» Try it
Search the entries for the word "fillPath" and copy each line that has it.

Dataset excerpts
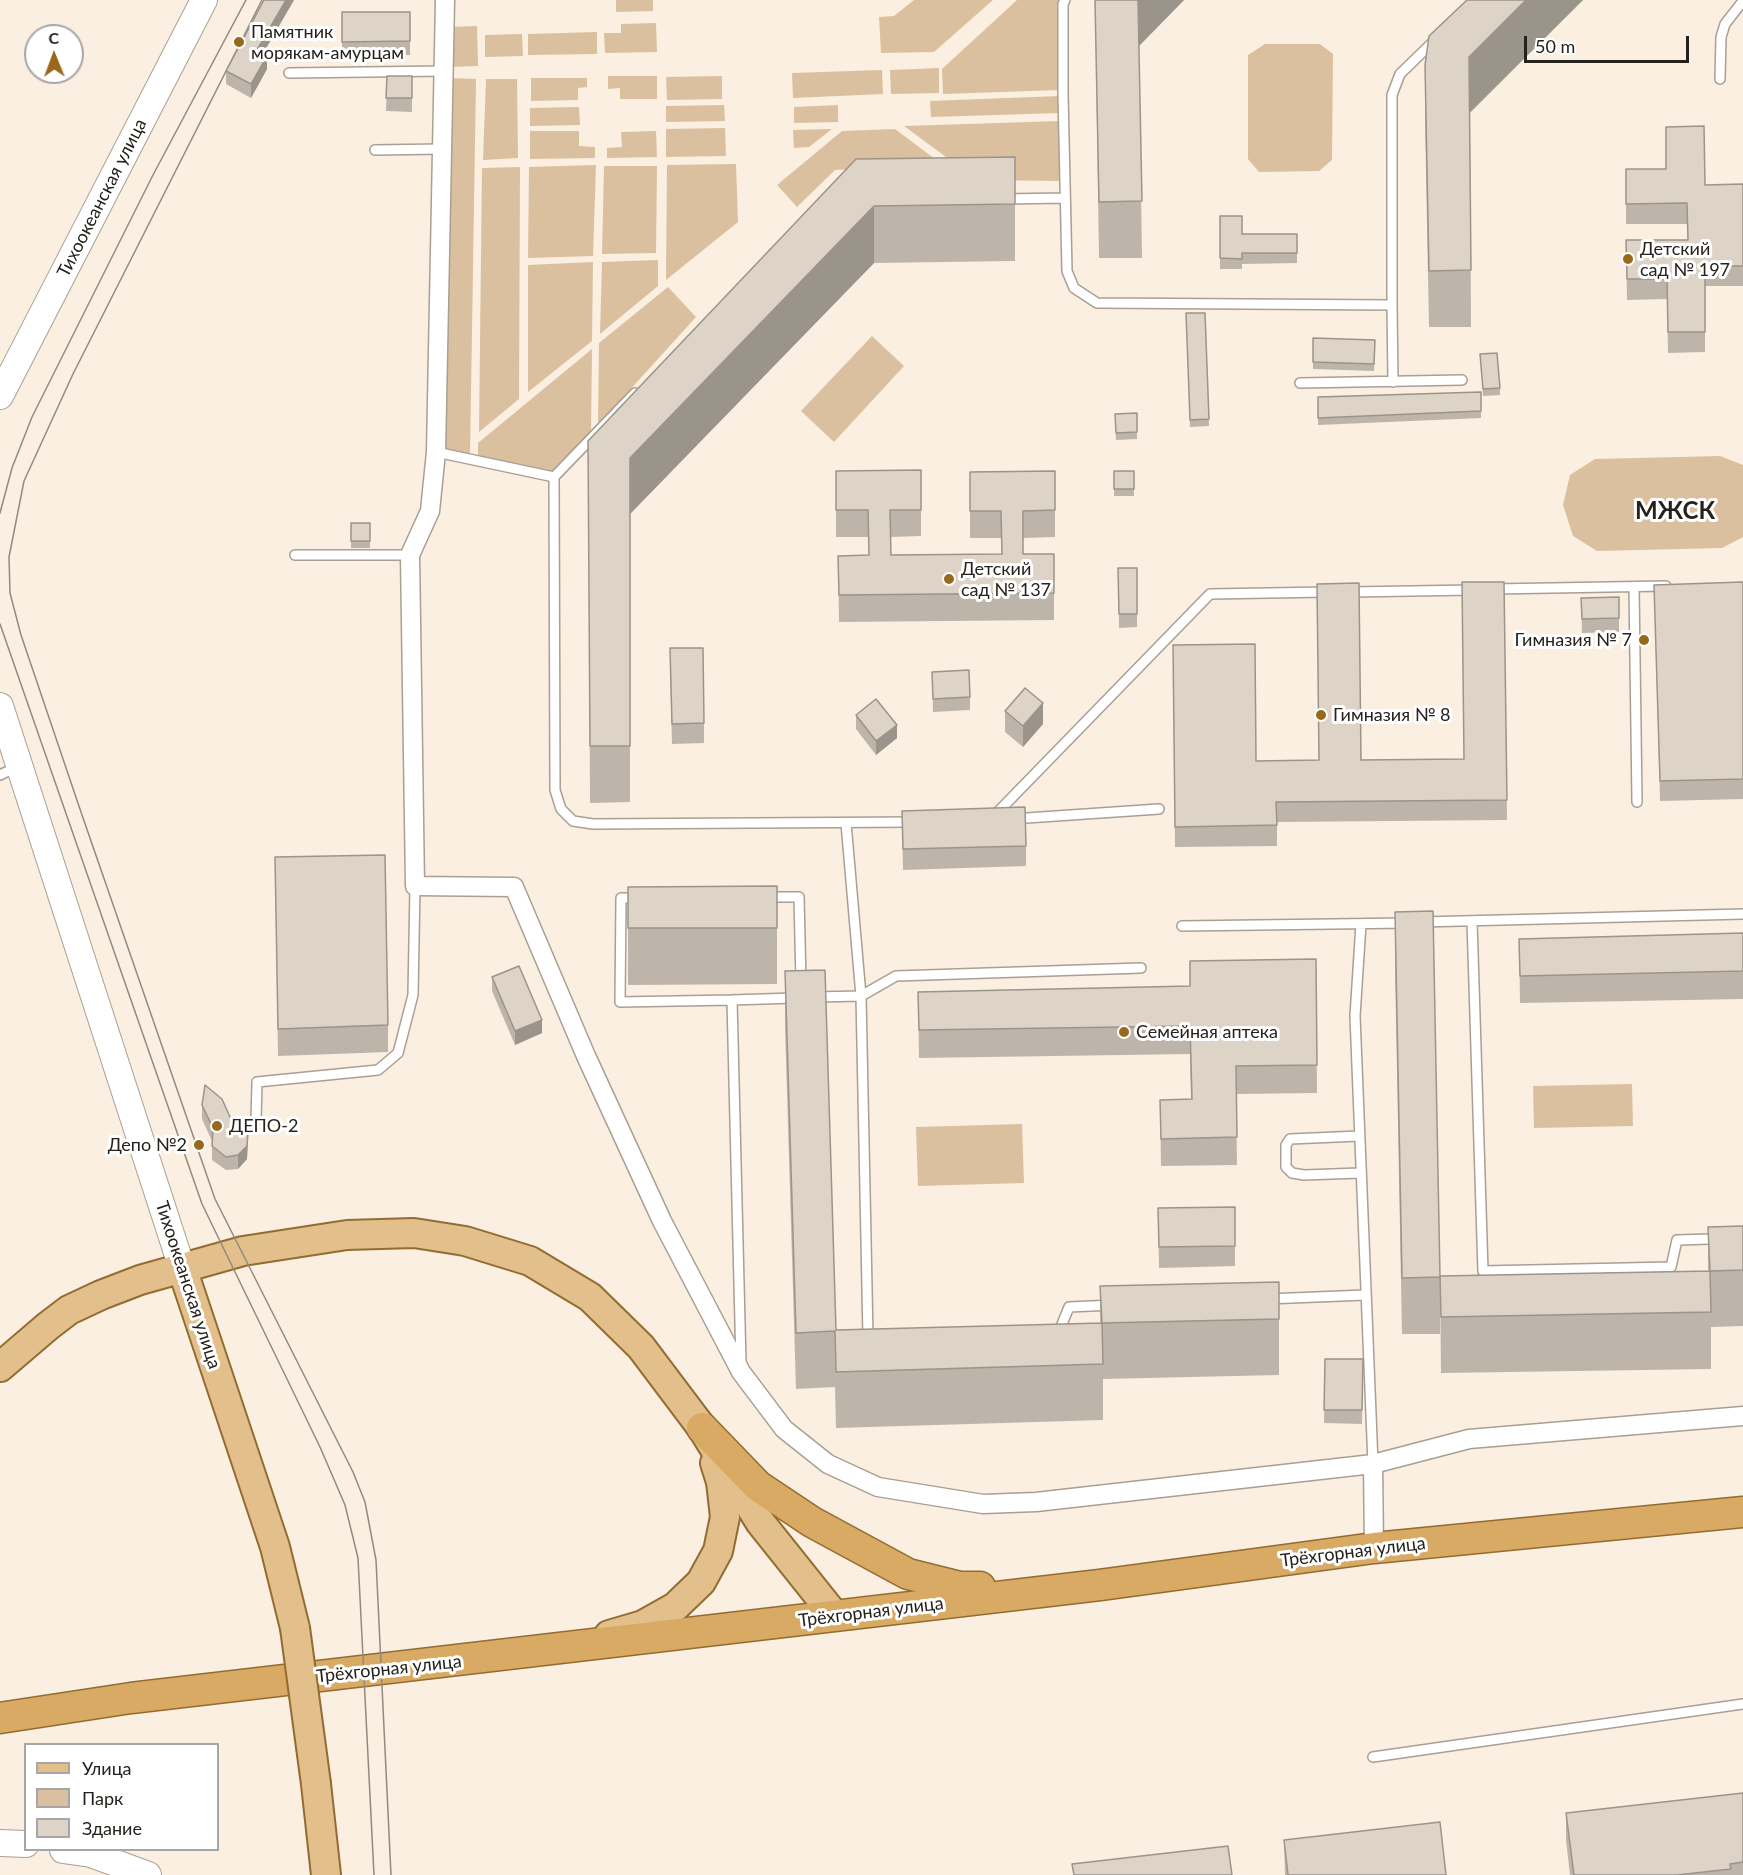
<!DOCTYPE html>
<meta charset="utf-8">
<style>
body{margin:0}
#map{position:relative;width:1743px;height:1875px;overflow:hidden;background:#faefe1;font-family:Lato,sans-serif}
canvas{display:block}
.legend{position:absolute;left:24px;top:1743px;width:195px;height:108px;box-sizing:border-box;background:#fff;border:2px solid #a8a6a4;margin:0;padding:8px 10px;list-style:none;font-size:18px;color:#25211c}
.legend li{display:flex;align-items:center;gap:12px;height:30px}
.legend b{width:30px;border:2px solid #a8a6a4}
.north{position:absolute;left:24px;top:24px;width:60px;height:60px;box-sizing:border-box;background:#fff;border:2px solid #a8a6a4;border-radius:50%;rotate:359deg;font-size:16px;font-weight:700;line-height:24px;text-align:center;color:#25211c}
.north::after{content:'';display:block;margin:auto;width:21px;height:27px;background:#99691b;clip-path:polygon(50% 0,100% 100%,50% 72%,0 100%)}
.scale{position:absolute;left:1524px;top:36px;width:165px;height:27px;box-sizing:border-box;border:3px solid #25211c;border-top:0;padding-left:8px;font-size:18px;line-height:21px;white-space:nowrap;color:#25211c;-webkit-text-stroke:4px #fff;paint-order:stroke}
</style>
<div id="map">
<canvas width="1743" height="1875"></canvas>
<ul class="legend">
<li><b style="height:8px;background:#e2bf8b"></b>Улица</li>
<li><b style="height:16px;background:#dac09e"></b>Парк</li>
<li><b style="height:16px;background:#ddd3c6"></b>Здание</li>
</ul>
<div class="north">С</div>
<div class="scale">50 m</div>
</div>
<script>
const ctx = document.querySelector('canvas').getContext('2d');
ctx.lineJoin = 'round';
function fillPath(path, color) { ctx.fillStyle = color; ctx.fill(path, 'evenodd'); }
const poly = rows => new Path2D(rows.map(r => 'M' + r).join(''));
function strokePath(path, color, width, dash) { ctx.strokeStyle = color; ctx.lineWidth = width; ctx.lineCap = dash ? 'butt' : 'round'; ctx.setLineDash(dash || []); ctx.stroke(path); }
function drawText(font, color, halo, rows, align = 'center') {
  ctx.font = font + ' Lato,sans-serif'; ctx.lineWidth = 6; ctx.setLineDash([]); ctx.textBaseline = 'middle'; ctx.strokeStyle = halo; ctx.fillStyle = color; for (const [text, x, y, turn = 0] of rows) {
    ctx.save(); ctx.translate(x, y); ctx.rotate((+turn || 0) * Math.PI / 180); ctx.textAlign = isNaN(turn) ? turn : align; if (halo) ctx.strokeText(text, 0, 0); ctx.fillText(text, 0, 0); ctx.restore();
  }
}
const green = poly([
 [616,0,653,0,653,11,616,12],
 [914,0,993,0,934,52,881,53,879,17,894,16],
 [1017,0,1058,0,1060,90,943,94,942,69],
 [656,23,657,52,605,53,604,33,621,33,621,24],
 [477,26,478,66,448,67,449,27],
 [597,32,597,54,528,55,528,34],
 [522,34,523,56,485,57,485,35],
 [1265,44,1320,44,1333,54,1332,160,1319,171,1259,172,1248,159,1248,55],
 [939,68,939,93,891,94,890,70],
 [882,70,883,94,793,98,792,73],
 [608,76,657,76,657,99,620,99,620,88,608,89],
 [722,76,722,99,667,100,666,77],
 [447,78,476,79,470,455,441,449],
 [531,78,587,78,587,87,578,88,578,100,531,101],
 [486,79,517,79,518,158,483,160],
 [1060,96,1060,113,931,117,930,101],
 [724,105,725,121,666,122,666,106],
 [838,105,838,122,794,123,794,107],
 [579,107,580,125,530,126,530,108],
 [1060,121,1061,181,977,180,904,126],
 [725,128,726,156,666,157,666,129],
 [832,129,809,147,794,148,793,130],
 [895,129,943,165,835,170,797,207,777,185,842,131],
 [530,131,579,131,579,146,595,147,595,158,530,159],
 [656,131,657,157,607,158,607,148,622,147,621,132],
 [736,164,738,222,666,280,667,165],
 [596,165,593,256,528,258,529,167],
 [604,166,657,166,656,253,602,254],
 [520,167,519,399,479,432,482,168],
 [658,260,658,286,600,334,602,262],
 [593,262,592,341,528,392,528,265],
 [668,287,696,317,598,425,599,343],
 [872,336,904,366,834,442,801,411],
 [592,349,591,433,553,473,478,458,478,443],
 [1720,456,1743,465,1743,537,1722,548,1597,551,1573,536,1563,505,1570,475,1595,459],
 [1632,1084,1633,1126,1534,1128,1533,1086],
 [1022,1124,1024,1183,918,1186,916,1127]
]);
const service = poly([
 [1065,0,1063,4,1063,94,1067,271,1074,288,1097,303,1392,305,1392,95,1400,74,1435,40],
 [289,73,444,71],
 [1720,79,1721,37,1725,24,1743,1],
 [375,150,442,149],
 [1004,199,1065,198],
 [1392,305,1393,382],
 [1300,383,1462,380],
 [635,393,554,477,555,790,561,809,573,821,593,824,915,822],
 [436,452,554,477],
 [295,555,410,555],
 [1634,587,1637,802],
 [1494,589,1666,586],
 [1350,592,1474,590],
 [0,775,17,767],
 [993,817,1210,594,1327,592],
 [1012,819,1159,809],
 [846,823,861,996,868,1337,871,1337],
 [765,897,799,897,801,982],
 [638,898,621,898,620,1002,732,1000],
 [1472,921,1483,1271,1671,1267,1677,1240,1743,1238],
 [1421,922,1743,914],
 [1361,924,1355,1016,1373,1464],
 [1182,926,1407,923],
 [814,997,861,996,896,976,1141,968],
 [256,1121,257,1082,378,1070,398,1053,413,995,415,886],
 [1359,1136,1290,1139,1286,1145,1286,1167,1292,1173,1304,1175,1360,1173],
 [1267,1299,1365,1295],
 [1058,1334,1069,1307,1113,1305],
 [741,1364,732,1000,794,998],
 [1373,1757,1743,1704]
]);
const minor = poly([
 [445,0,436,452,430,511,410,555,415,886,514,887,586,1056,662,1221,741,1372,784,1429,828,1464,878,1487,983,1504,1036,1502,1373,1464,1469,1439,1743,1416],
 [1373,1464,1374,1548]
]);
const secondary = poly([
 [0,396,204,0],
 [0,706,182,1268],
 [0,1843,26,1844],
 [63,1850,91,1854,148,1875]
]);
const primary = poly([
 [182,1268,275,1547,295,1628],
 [0,1367,48,1326,69,1310,101,1295,140,1280,243,1251,347,1235,414,1233,465,1241,530,1261,590,1297,641,1347,702,1428,760,1522,835,1616],
 [609,1635,643,1625,675,1607,701,1582,718,1551,725,1517,721,1482,715,1463],
 [316,1784,326,1875]
]);
const trunk = poly([
 [702,1428,758,1486,812,1522,908,1574,960,1587,980,1587],
 [0,1718,131,1698,1100,1585,1374,1548,1743,1512]
]);
const tram = poly([
 [262,0,73,374,24,481,9,557,10,593,21,635,82,815,215,1199,353,1472,365,1502,376,1560,391,1875],
 [0,513,12,468,32,417,153,175,246,0],
 [0,624,202,1204,320,1447,345,1505,358,1558,374,1875]
]);
const primaryBridge = poly([
 [295,1628,316,1784]
]);
const wall = poly([
 [294,0,263,53,267,69,251,98,226,84,226,71],
 [1095,0,1184,0,1139,46,1142,258,1099,258],
 [1467,0,1583,0,1470,113,1471,327,1429,327,1425,121,1425,65],
 [342,12,410,12,410,55,342,56],
 [387,76,412,76,412,112,386,111],
 [856,159,1015,204,1015,261,874,263,630,514,630,802,590,803,588,441],
 [1626,169,1705,185,1743,184,1743,286,1705,286,1705,352,1668,353,1667,299,1627,300,1626,240,1688,240,1687,224,1626,224],
 [1220,216,1242,234,1297,234,1297,263,1242,264,1242,269,1220,269],
 [1186,313,1205,313,1209,426,1190,427],
 [1313,338,1375,340,1374,371,1313,369],
 [1480,354,1500,388,1500,395,1483,396],
 [1481,392,1481,418,1318,425,1318,397],
 [1137,413,1137,439,1116,440,1115,414],
 [921,470,921,536,890,537,891,555,1002,554,1001,538,970,538,970,472,1055,471,1055,537,1023,538,1023,554,1054,554,1054,620,839,622,838,556,869,555,868,537,836,537,836,471],
 [1114,471,1134,471,1134,496,1114,496],
 [370,523,370,548,351,548,351,541],
 [1118,568,1137,568,1137,627,1119,628],
 [1504,582,1507,820,1277,822,1277,846,1175,847,1173,645,1256,761,1464,759],
 [1743,582,1743,799,1660,801,1654,585],
 [1581,598,1619,618,1619,632,1582,633],
 [670,669,704,723,704,743,672,744],
 [932,672,970,697,970,710,933,712],
 [1005,711,1043,724,1023,747,1005,732],
 [856,715,897,738,876,755,856,729],
 [902,811,1026,846,1026,866,903,870],
 [275,857,388,1025,388,1052,278,1056],
 [777,886,777,984,628,985,628,887],
 [1395,912,1440,1277,1440,1334,1402,1334,1395,968],
 [1743,933,1743,999,1520,1003,1519,939],
 [1316,959,1317,1093,1236,1094,1237,1165,1161,1166,1160,1100,1191,1099,1190,1054,919,1058,918,992,1190,986],
 [785,971,836,1330,1100,1323,1100,1286,1279,1319,1279,1375,1103,1379,1103,1420,836,1428,835,1387,796,1389,785,1027],
 [492,977,542,1033,515,1045,492,991],
 [202,1105,230,1117,248,1146,247,1159,238,1169,226,1170,212,1160,212,1141,202,1119],
 [1235,1207,1235,1266,1159,1268,1158,1208],
 [1743,1226,1743,1326,1711,1327,1711,1369,1441,1373,1440,1276,1708,1271,1708,1227],
 [1325,1359,1363,1359,1362,1424,1324,1423],
 [1743,1793,1743,1875,1570,1875,1566,1840,1566,1813],
 [1284,1840,1446,1875,1285,1875]
]);
const shadedWall = poly([
 [286,0,294,0,257,64,257,50],
 [1138,0,1184,0,1138,47],
 [1526,0,1583,0,1469,113,1469,57],
 [267,56,267,69,251,98,251,84],
 [874,206,874,263,630,514,630,458],
 [1043,703,1043,724,1023,747,1023,726],
 [897,725,897,738,876,755,876,741],
 [542,1020,542,1033,515,1045,515,1031],
 [248,1132,247,1159,238,1169,238,1155]
]);
const building = poly([
 [264,0,286,0,257,50,267,56,251,84,226,71,264,0],
 [1095,0,1138,0,1142,201,1099,202,1095,0],
 [1467,0,1526,0,1469,57,1471,270,1429,271,1425,65,1429,36,1467,0],
 [342,12,410,12,410,41,342,42,342,12],
 [387,76,412,76,412,98,386,98,387,76],
 [1704,126,1705,185,1743,184,1743,266,1705,266,1705,332,1668,332,1667,279,1627,279,1626,240,1688,240,1687,203,1626,204,1626,169,1666,169,1666,127,1704,126],
 [1015,157,1015,204,874,206,630,458,630,746,590,746,588,441,856,159,1015,157],
 [1220,216,1242,216,1242,234,1297,234,1297,253,1242,253,1242,259,1220,258,1220,216],
 [1186,313,1205,313,1209,419,1190,420,1186,313],
 [1313,338,1375,340,1374,364,1313,362,1313,338],
 [1497,353,1500,388,1483,389,1480,354,1497,353],
 [1481,392,1481,411,1318,418,1318,397,1481,392],
 [1137,413,1137,432,1116,433,1115,414,1137,413],
 [921,470,921,510,890,510,891,555,1002,554,1001,511,970,511,970,472,1055,471,1055,510,1023,511,1023,554,1054,554,1054,593,839,595,838,556,869,555,868,510,836,510,836,471,921,470],
 [1114,471,1134,471,1134,489,1114,489,1114,471],
 [351,523,370,523,370,541,351,541,351,523],
 [1118,568,1137,568,1137,614,1119,614,1118,568],
 [1462,582,1504,582,1507,800,1276,802,1277,825,1175,827,1173,645,1255,644,1256,761,1319,760,1317,584,1359,583,1361,760,1464,759,1462,582],
 [1743,582,1743,779,1660,781,1654,585,1743,582],
 [1619,597,1619,618,1582,619,1581,598,1619,597],
 [670,648,703,648,704,723,672,724,670,648],
 [969,670,970,697,933,699,932,672,969,670],
 [1025,688,1043,703,1023,726,1005,711,1025,688],
 [876,699,897,725,876,741,856,715,876,699],
 [1025,807,1026,846,903,849,902,811,1025,807],
 [385,855,388,1025,278,1029,275,857,385,855],
 [777,886,777,928,628,928,628,887,777,886],
 [1433,911,1440,1277,1402,1278,1395,912,1433,911],
 [1743,933,1743,971,1520,976,1519,939,1743,933],
 [1316,959,1317,1065,1236,1066,1237,1137,1161,1139,1160,1100,1192,1099,1190,1026,919,1030,918,992,1190,986,1190,961,1316,959],
 [519,966,542,1020,515,1031,492,977,519,966],
 [825,970,836,1330,1102,1323,1103,1364,836,1372,835,1331,796,1333,785,971,825,970],
 [205,1085,222,1099,230,1117,246,1127,248,1132,247,1146,238,1155,226,1157,212,1146,213,1128,202,1105,205,1085],
 [1235,1207,1235,1246,1159,1247,1158,1208,1235,1207],
 [1743,1226,1743,1270,1710,1271,1708,1227,1743,1226],
 [1710,1271,1711,1312,1441,1317,1440,1276,1710,1271],
 [1279,1282,1279,1319,1102,1323,1100,1286,1279,1282],
 [1325,1359,1363,1359,1362,1410,1324,1410,1325,1359],
 [1743,1793,1743,1862,1730,1864,1731,1869,1677,1875,1574,1875,1566,1813,1743,1793],
 [1440,1822,1446,1875,1288,1875,1284,1840,1440,1822],
 [1228,1846,1232,1875,1074,1875,1072,1864,1228,1846]
]);
const markers = [
 [239,42,6,"#99691b"],
 [1628,259,6,"#99691b"],
 [949,579,6,"#99691b"],
 [1644,640,6,"#99691b"],
 [1321,715,6,"#99691b"],
 [1124,1032,6,"#99691b"],
 [217,1126,6,"#99691b"],
 [199,1145,6,"#99691b"]
];
const poiNames = [
 ["Памятник",251,32],
 ["морякам-амурцам",251,53],
 ["Детский",1640,249],
 ["сад № 197",1640,270],
 ["Детский",961,569],
 ["сад № 137",961,590],
 ["Гимназия № 7",1632,640,"right"],
 ["Гимназия № 8",1333,715],
 ["Семейная аптека",1136,1032],
 ["ДЕПО-2",229,1126],
 ["Депо №2",187,1145,"right"]
];
const streetNames = [
 ["Тихоокеанская улица",102,198,-63],
 ["Тихоокеанская улица",188,1285,72],
 ["Трёхгорная улица",1353,1552,-7],
 ["Трёхгорная улица",871,1612,-7],
 ["Трёхгорная улица",389,1669,-6]
];
const districtNames = [
 ["МЖСК",1675,511]
];
fillPath(green, '#dac09e');
strokePath(service, '#a99f92', 12);
strokePath(minor, '#a99f92', 21);
strokePath(secondary, '#a99f92', 28);
strokePath(primary, '#936c31', 32);
strokePath(trunk, '#936c31', 33);
strokePath(service, '#fff', 9);
strokePath(minor, '#fff', 18);
strokePath(secondary, '#fff', 26);
strokePath(primary, '#e2bf8b', 28);
strokePath(trunk, '#d8aa64', 30);
strokePath(tram, '#928a80', 1.5);
strokePath(primaryBridge, '#936c31', 32, []);
strokePath(primaryBridge, '#e2bf8b', 28);
fillPath(wall, '#beb5aa');
fillPath(shadedWall, '#9b948b');
fillPath(building, '#ddd3c6');
strokePath(building, '#9b948b', 1.5);
for (const [x, y, r, color] of markers) { const dot = new Path2D(); dot.arc(x, y, r, 0, 2 * Math.PI); ctx.fillStyle = color; ctx.fill(dot); strokePath(dot, '#fff', 2); }
drawText('18px', '#25211c', '#fff', poiNames, 'left');
drawText('18px', '#25211c', '#fff', streetNames);
drawText('bold 24px', '#25211c', '#fff', districtNames);
</script>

» Exercise result
function fillPath(path, color) { ctx.fillStyle = color; ctx.fill(path, 'evenodd'); }
fillPath(green, '#dac09e');
fillPath(wall, '#beb5aa');
fillPath(shadedWall, '#9b948b');
fillPath(building, '#ddd3c6');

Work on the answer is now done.